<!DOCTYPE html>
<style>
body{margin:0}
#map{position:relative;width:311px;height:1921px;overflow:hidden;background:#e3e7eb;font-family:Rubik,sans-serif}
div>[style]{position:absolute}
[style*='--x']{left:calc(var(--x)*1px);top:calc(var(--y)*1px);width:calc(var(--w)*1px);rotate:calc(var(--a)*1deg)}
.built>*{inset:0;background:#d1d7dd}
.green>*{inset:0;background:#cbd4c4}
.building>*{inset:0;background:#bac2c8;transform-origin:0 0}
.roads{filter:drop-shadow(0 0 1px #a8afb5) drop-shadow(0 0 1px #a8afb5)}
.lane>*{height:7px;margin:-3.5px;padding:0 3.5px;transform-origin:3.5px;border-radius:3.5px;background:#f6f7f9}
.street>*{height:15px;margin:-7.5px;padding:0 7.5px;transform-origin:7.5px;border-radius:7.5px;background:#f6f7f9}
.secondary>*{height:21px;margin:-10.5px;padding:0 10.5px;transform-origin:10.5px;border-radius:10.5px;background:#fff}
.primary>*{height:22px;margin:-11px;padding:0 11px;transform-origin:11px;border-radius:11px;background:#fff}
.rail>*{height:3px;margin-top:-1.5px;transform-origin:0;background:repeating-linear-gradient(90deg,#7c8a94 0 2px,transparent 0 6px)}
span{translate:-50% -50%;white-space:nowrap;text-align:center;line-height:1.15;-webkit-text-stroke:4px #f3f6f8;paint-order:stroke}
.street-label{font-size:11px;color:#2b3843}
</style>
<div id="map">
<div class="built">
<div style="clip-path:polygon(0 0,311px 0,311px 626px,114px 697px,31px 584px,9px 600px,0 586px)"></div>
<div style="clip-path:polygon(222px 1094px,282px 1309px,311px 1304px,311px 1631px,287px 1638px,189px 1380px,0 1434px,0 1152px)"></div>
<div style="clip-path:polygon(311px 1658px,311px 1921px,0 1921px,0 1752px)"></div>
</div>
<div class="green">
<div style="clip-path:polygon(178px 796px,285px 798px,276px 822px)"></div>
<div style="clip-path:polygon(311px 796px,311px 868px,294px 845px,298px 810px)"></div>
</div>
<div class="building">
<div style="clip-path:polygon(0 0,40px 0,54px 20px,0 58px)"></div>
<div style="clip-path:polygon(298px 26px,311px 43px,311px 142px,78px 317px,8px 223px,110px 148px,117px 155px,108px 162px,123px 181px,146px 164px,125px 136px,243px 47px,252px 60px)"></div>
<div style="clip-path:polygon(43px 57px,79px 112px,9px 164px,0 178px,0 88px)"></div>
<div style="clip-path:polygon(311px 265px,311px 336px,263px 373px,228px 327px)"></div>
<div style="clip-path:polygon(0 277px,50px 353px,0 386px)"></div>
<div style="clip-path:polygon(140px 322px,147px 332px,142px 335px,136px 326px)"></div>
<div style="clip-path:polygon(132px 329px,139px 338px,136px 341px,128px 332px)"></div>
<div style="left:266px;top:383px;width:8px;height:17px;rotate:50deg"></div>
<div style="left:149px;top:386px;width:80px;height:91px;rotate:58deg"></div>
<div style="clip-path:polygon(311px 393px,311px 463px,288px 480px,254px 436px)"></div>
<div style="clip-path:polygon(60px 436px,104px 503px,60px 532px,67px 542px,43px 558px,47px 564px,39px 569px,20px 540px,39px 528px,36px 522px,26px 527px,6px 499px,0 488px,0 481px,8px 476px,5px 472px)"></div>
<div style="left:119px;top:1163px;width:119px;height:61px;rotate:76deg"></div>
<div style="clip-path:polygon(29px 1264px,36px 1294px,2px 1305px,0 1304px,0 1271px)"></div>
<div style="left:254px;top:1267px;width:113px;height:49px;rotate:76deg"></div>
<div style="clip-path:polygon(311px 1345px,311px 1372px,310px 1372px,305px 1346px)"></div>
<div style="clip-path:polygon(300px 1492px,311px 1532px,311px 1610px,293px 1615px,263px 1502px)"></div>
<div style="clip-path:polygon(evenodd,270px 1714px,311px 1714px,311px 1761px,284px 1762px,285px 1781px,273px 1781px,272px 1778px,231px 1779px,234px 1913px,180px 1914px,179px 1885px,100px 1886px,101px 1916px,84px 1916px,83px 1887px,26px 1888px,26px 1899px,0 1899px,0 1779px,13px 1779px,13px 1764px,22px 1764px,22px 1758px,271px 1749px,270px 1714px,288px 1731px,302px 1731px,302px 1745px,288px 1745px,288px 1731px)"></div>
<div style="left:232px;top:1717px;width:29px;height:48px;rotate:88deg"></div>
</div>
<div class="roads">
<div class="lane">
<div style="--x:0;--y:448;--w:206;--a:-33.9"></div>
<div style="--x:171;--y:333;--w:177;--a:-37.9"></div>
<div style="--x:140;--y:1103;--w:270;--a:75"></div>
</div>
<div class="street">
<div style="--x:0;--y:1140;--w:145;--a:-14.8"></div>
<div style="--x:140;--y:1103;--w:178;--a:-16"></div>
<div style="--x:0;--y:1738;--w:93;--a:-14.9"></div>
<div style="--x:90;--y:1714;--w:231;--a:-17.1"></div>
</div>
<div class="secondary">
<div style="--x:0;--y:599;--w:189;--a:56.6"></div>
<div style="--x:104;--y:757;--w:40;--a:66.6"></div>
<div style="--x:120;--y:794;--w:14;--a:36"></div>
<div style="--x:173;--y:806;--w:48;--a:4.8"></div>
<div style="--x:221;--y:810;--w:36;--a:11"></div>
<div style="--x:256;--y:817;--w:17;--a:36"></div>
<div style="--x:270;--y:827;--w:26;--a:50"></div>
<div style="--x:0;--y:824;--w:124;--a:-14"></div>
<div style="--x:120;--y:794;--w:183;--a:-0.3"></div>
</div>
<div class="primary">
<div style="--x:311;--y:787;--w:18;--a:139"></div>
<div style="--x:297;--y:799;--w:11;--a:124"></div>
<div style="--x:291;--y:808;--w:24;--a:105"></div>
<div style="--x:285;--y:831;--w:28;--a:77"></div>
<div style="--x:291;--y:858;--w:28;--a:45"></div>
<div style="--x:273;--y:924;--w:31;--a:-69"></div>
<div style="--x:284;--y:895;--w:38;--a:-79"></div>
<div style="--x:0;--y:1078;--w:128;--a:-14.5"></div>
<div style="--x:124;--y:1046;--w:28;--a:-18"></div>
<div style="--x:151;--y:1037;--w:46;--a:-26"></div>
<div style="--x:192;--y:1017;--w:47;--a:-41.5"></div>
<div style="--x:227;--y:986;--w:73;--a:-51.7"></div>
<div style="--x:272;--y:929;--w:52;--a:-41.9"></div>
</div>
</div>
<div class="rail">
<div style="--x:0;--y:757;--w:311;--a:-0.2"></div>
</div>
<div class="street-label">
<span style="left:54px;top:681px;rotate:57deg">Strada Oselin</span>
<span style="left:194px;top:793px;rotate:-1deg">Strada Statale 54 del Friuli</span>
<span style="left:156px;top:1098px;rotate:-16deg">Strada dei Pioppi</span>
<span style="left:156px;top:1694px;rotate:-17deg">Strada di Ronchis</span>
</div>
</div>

Problem to work on:
Each line from the top of the records down to the one with "1px #a8afb5) drop-shadow(0" must be retyped exactly; include both ends and nothing else.

Result below:
<!DOCTYPE html>
<style>
body{margin:0}
#map{position:relative;width:311px;height:1921px;overflow:hidden;background:#e3e7eb;font-family:Rubik,sans-serif}
div>[style]{position:absolute}
[style*='--x']{left:calc(var(--x)*1px);top:calc(var(--y)*1px);width:calc(var(--w)*1px);rotate:calc(var(--a)*1deg)}
.built>*{inset:0;background:#d1d7dd}
.green>*{inset:0;background:#cbd4c4}
.building>*{inset:0;background:#bac2c8;transform-origin:0 0}
.roads{filter:drop-shadow(0 0 1px #a8afb5) drop-shadow(0 0 1px #a8afb5)}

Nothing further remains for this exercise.